Ensnared, at least for the time being, in a nasty and embarrassing health care setback, President Trump can take heart in two house bills that, if passed, will help him deliver on his promise to implement tougher immigration enforcement. The pair of bills that the House Judiciary Committee approved would end immigration-related injustices that began decades ago during previous Republican and Democratic administrations, but festered under President Obama.

The first bill, HR3003, the No Sanctuary for Criminals Act, would impose financial penalties on jurisdictions that refuse to cooperate with federal immigration officials. The current common practice in the more than 300 sanctuary cities nationwide is to refuse to honor U.S. Immigration and Customs Enforcement hold requests on criminal aliens. Since President Trump’s election, most sanctuary city mayors have become more defiant, ratcheting up — way up — their criticism of the president, while doubling down on their commitment to ignore federal law, and thereby putting their local communities at risk.

The second legislation, HR3004, Kate’s Law, which received 24 Democratic votes, would encourage stronger mandatory sentencing for serial immigration offenders. HR3004 is named after Kate Steinle, the young woman murdered two years ago on a San Francisco pier by Juan Francisco Lopez-Sanchez, a five-time deported, seven-time convicted felon.

Disappointingly, a full House vote on the Davis-Oliver Act, which the House Judiciary passed in May, wasn’t called. Titled in recognition of Michael Davis Jr. and Danny Oliver, two California deputy sheriffs murdered by a twice-deported criminal alien, the bill would, according to House Judiciary Committee Chairman Bob Goodlatte, strengthen interior enforcement and deter future illegal immigration. Davis-Oliver has President Trump’s vigorous support, which he reiterated after meeting in the White House with victims’ families.

Davis-Oliver would tighten the definition of sanctuary jurisdictions, expand the list of inadmissible foreign nationals and require the federal government to assist states and localities that want help with their federal immigration enforcement efforts.

The passed bills now advance to the Senate where their futures are uncertain. Republicans hold a narrow majority in the upper chamber, but would still need eight Democratic votes to send the bills to President Trump’s desk. In 2015 and 2016, Senate Democrats blocked similar legislation.

The challenge ahead for the successful House bills is that when it comes to enacting tougher immigration laws, not all Senate Republicans can be counted on. But with the 2018 midterm elections around the corner, otherwise hesitant Republicans and unsafe Democratic incumbents, especially in states that President Trump won by large margins, might see political advantage in yea votes. Analysts calculate that of the 33 seats that Senate Democrats must defend, 12 are in vulnerable swing states.

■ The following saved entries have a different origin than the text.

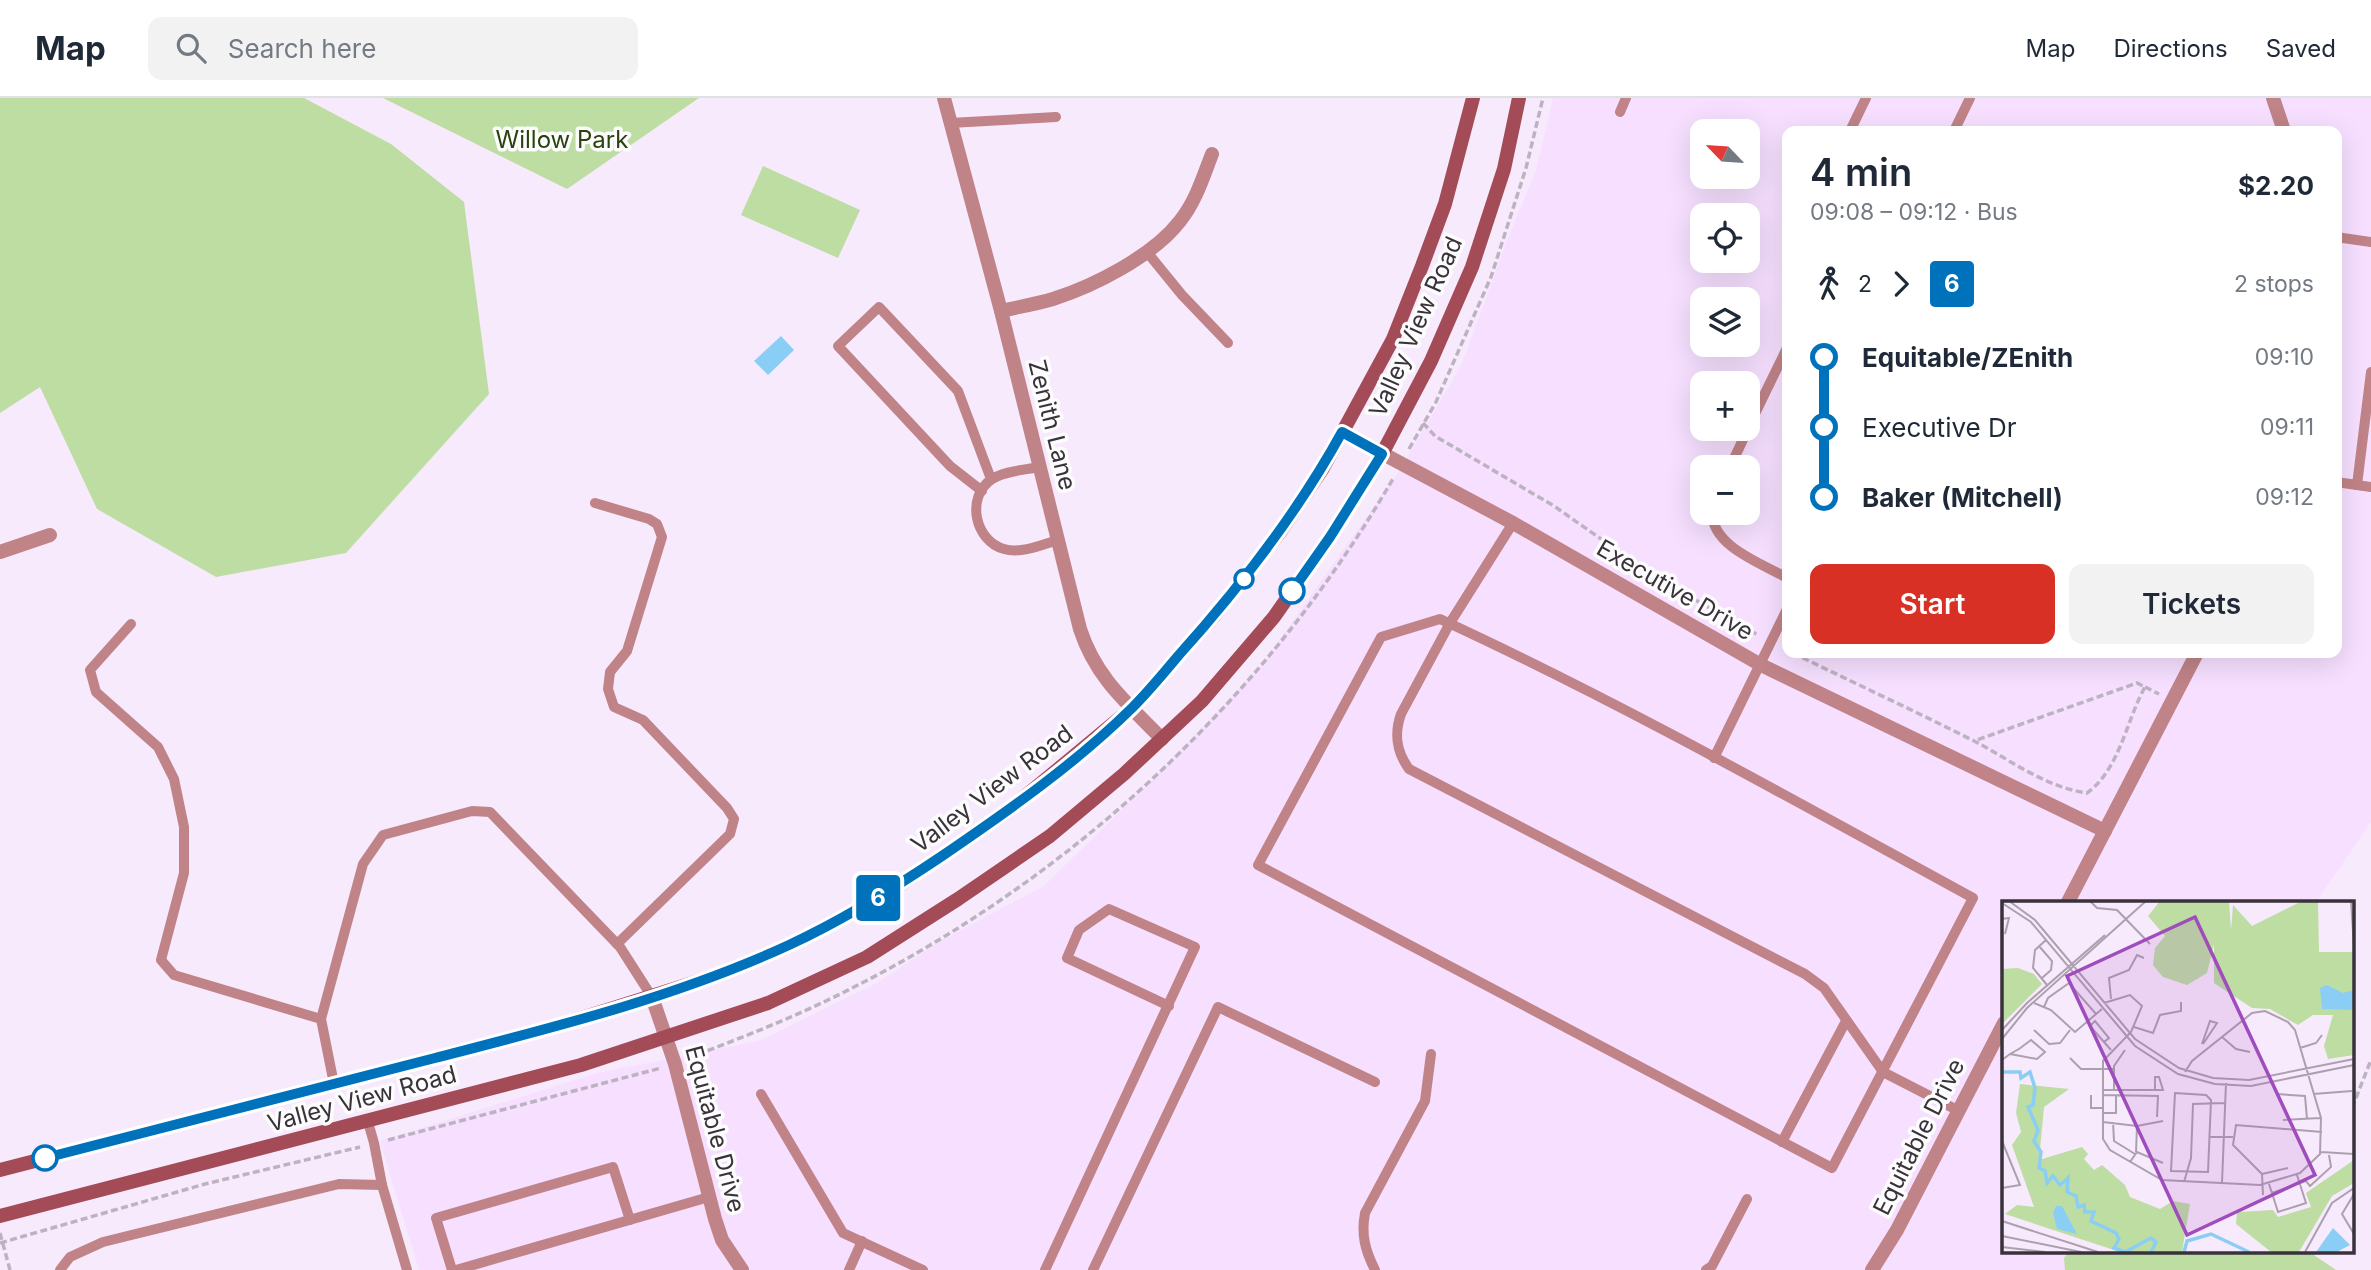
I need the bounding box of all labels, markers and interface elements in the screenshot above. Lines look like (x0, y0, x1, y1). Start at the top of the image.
search box (148, 17, 638, 80)
text: Map (35, 28, 106, 68)
icon: search (172, 29, 210, 67)
text: Search here (228, 33, 376, 64)
text: Map (2026, 34, 2075, 63)
text: Directions (2113, 34, 2228, 63)
text: Saved (2266, 34, 2336, 63)
north arrow (1690, 119, 1760, 189)
map controls (1690, 119, 1760, 525)
park label: Willow Park (496, 125, 628, 154)
text: 4 min (1810, 149, 1912, 195)
text: $2.20 (2238, 170, 2314, 201)
text: 09:08 – 09:12 · Bus (1810, 198, 2018, 226)
button: locate (1690, 203, 1760, 273)
street label: Valley View Road (1363, 232, 1468, 422)
icon: walk (1810, 265, 1848, 303)
icon: forward (1882, 265, 1920, 303)
text: 6 (1944, 269, 1960, 298)
text: 2 (1858, 270, 1872, 298)
text: 2 stops (2234, 270, 2314, 298)
button: layers (1690, 287, 1760, 357)
text: Equitable/ZEnith (1862, 342, 2073, 373)
text: 09:10 (2255, 343, 2314, 371)
street label: Zenith Lane (1022, 357, 1083, 493)
button: + (1690, 371, 1760, 441)
text: Executive Dr (1862, 412, 2017, 443)
text: 09:11 (2260, 413, 2314, 441)
button: − (1690, 455, 1760, 525)
text: Baker (Mitchell) (1862, 482, 2063, 513)
text: 09:12 (2255, 483, 2314, 511)
street label: Executive Drive (1592, 533, 1759, 646)
button: Start (1810, 564, 2055, 644)
button: Tickets (2069, 564, 2314, 644)
unlabelled marker (1234, 569, 1254, 589)
unlabelled marker (1279, 578, 1305, 604)
street label: Valley View Road (905, 719, 1078, 859)
line badge: 6 (855, 875, 901, 921)
text: 6 (870, 883, 886, 912)
inset map (2002, 901, 2354, 1252)
street label: Equitable Drive (679, 1042, 752, 1215)
street label: Equitable Drive (1867, 1054, 1970, 1220)
street label: Valley View Road (264, 1059, 460, 1138)
unlabelled marker (32, 1145, 58, 1171)

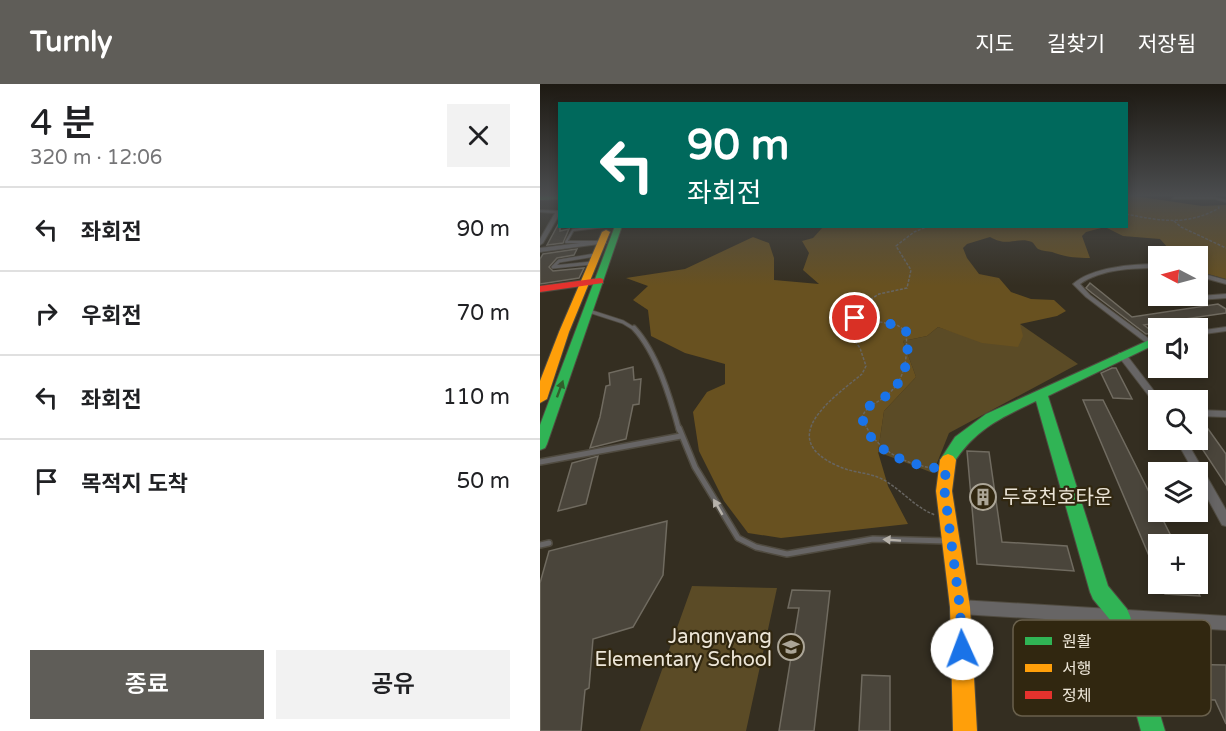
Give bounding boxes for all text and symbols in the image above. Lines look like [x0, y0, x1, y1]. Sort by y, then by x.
text: Turnly [30, 25, 112, 59]
text: 지도 [975, 32, 1014, 57]
text: 길찾기 [1047, 32, 1105, 57]
text: 저장됨 [1138, 32, 1196, 57]
text: 4 분 [30, 102, 95, 145]
button: close [447, 104, 510, 167]
text: 90 m [687, 120, 789, 171]
icon: left [588, 126, 666, 204]
text: 320 m · 12:06 [30, 146, 162, 170]
text: 좌회전 [687, 177, 762, 210]
icon: left [30, 213, 63, 246]
text: 90 m [456, 216, 510, 242]
text: 좌회전 [81, 219, 142, 245]
north arrow [1148, 246, 1208, 306]
map controls [1148, 246, 1208, 594]
pin [829, 292, 880, 343]
icon: right [30, 297, 63, 330]
text: 70 m [456, 300, 510, 326]
icon: arrive [838, 301, 871, 334]
text: 우회전 [81, 303, 142, 329]
button: sound [1148, 318, 1208, 378]
one-way arrow [555, 380, 565, 398]
icon: left [30, 381, 63, 414]
text: 110 m [443, 384, 510, 410]
text: 좌회전 [81, 387, 142, 413]
button: search [1148, 390, 1208, 450]
button: layers [1148, 462, 1208, 522]
icon: arrive [30, 465, 63, 498]
text: 50 m [456, 468, 510, 494]
text: 목적지 도착 [81, 471, 188, 497]
building icon: 두호천호타운 [968, 482, 998, 512]
place label: 두호천호타운 [1002, 486, 1112, 510]
one-way arrow [713, 499, 723, 516]
button: + [1148, 534, 1208, 594]
one-way arrow [883, 536, 902, 545]
position arrow [930, 617, 994, 681]
legend [1013, 620, 1211, 716]
place label: Jangnyang Elementary School [594, 625, 772, 672]
school or university icon: Jangnyang Elementary School [776, 632, 806, 662]
text: 원활 [1062, 632, 1092, 652]
button: 종료 [30, 650, 264, 719]
button: 공유 [276, 650, 510, 719]
text: 서행 [1062, 659, 1091, 679]
text: 정체 [1062, 686, 1091, 706]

Numerous national polls show that Americans want strict enforcement of immigration laws and less overall immigration. A Rasmussen survey taken in March found that only 35 percent of Americans would feel comfortable living in a sanctuary city. Matching Rasmussen findings is an IGS-UC Berkeley poll that shows that, even in ultra-liberal California, 74 percent of likely voters think sanctuary cities should be ended.